Car la grossesse est une maladie, qui se soigne en tuant l’intrus…

(1.661 des 10.075 bébés avortés dans l’Oregon en 2023 venaient d’autres États, soit une augmentation de près de 60 % par rapport à 2022.)

Encore une immondice blasphématoire

J’apprends par Riposte catholique que l’association normande Les Amis de saint Louis proteste contre « les représentations d’un Stabat Mater christianophobe et blasphématoire aux opéras de Rouen les 20 et 21 mars prochain et de Caen le 1er avril ».

« Des éplucheurs de patates, des cardinaux à cornettes dans un décor de bâches froissées, une mère timbrée aux prises avec sa gazinière en feu…. Cette mise en scène irrévérencieuse du Stabat Mater de Scarlatti – une première – a pris résolument ses distances avec le caractère religieux de l’œuvre ».

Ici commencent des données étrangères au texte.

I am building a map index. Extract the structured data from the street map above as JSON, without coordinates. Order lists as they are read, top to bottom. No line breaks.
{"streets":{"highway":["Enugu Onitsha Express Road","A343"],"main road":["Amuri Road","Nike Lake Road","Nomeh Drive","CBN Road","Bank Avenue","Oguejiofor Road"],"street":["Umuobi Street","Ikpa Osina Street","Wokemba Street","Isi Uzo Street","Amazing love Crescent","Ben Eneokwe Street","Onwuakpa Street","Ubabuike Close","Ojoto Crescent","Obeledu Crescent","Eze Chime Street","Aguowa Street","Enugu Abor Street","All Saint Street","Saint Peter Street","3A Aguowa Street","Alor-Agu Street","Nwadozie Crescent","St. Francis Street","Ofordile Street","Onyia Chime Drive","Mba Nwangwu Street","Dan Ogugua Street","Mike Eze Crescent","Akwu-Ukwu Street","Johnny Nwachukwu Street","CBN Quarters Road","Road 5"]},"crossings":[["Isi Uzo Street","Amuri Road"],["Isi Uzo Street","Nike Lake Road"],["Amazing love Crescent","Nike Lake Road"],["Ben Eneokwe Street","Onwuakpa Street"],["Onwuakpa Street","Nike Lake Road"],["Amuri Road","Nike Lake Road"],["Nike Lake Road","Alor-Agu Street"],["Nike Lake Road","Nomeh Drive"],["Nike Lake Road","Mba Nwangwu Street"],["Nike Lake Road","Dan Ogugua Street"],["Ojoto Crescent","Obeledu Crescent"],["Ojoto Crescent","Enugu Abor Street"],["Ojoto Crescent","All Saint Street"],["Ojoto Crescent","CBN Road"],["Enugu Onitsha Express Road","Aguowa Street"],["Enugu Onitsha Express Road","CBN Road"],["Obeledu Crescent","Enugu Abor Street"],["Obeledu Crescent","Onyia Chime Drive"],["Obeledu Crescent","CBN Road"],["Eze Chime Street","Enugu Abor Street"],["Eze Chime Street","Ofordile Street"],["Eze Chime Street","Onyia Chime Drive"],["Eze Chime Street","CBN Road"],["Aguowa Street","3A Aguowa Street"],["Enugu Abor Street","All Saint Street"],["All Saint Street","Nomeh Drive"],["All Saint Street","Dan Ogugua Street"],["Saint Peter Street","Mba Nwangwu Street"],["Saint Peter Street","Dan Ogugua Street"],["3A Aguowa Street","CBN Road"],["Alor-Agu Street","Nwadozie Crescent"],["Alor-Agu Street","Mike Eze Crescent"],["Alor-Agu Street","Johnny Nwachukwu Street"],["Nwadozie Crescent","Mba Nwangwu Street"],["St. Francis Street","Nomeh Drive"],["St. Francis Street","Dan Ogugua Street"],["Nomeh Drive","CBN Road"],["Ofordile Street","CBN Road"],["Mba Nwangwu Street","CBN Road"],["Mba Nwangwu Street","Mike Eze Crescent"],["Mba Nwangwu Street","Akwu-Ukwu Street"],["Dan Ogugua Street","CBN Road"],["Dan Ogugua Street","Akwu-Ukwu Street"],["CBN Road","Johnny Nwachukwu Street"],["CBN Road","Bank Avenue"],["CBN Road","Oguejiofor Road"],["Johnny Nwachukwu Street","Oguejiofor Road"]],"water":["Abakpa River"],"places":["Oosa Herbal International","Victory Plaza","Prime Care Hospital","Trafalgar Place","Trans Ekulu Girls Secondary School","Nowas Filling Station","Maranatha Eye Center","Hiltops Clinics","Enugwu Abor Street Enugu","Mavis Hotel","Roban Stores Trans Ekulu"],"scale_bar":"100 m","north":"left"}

C’est une « relecture burlesque et transgressive ».

Il est particulièrement ignoble de choisir le Stabat Mater, la déploration de la Mère de Dieu devant son Fils crucifié, pour assouvir ses fantasmes de cultureux en manque d’inspiration.

On remarque que ces gens-là ne respectent même pas l’œuvre musicale, car la musique de Scarlatti n’est qu’un prétexte. Elle est complètement défigurée (il y a une batterie, une guitare électrique, un accordéon, une scie musicale…), et le spectacle dure une heure et demie alors que l’œuvre dure une petite demi-heure.

Donc à Rouen, après l’immonde crachat sur « Dialogues des carmélites », on aura le plus immonde crachat encore sur le Stabat Mater.

Je constate que cette ignominie n’est pas une nouveauté. Mais jusqu’ici je n’avais vu aucune critique. Parce qu’on ne doit pas critiquer davantage « l’Art » que « la Science » ? Cela a commencé en octobre 2023, il y a près d’un an et demi, aux Bouffes du Nord à Paris. Et c’est une coproduction Opéra de Lille, Opéra de Reims, Le Quartz de Brest, Théâtre de Caen, Maison de la Culture d’Amiens… Ils répandent leurs excréments partout.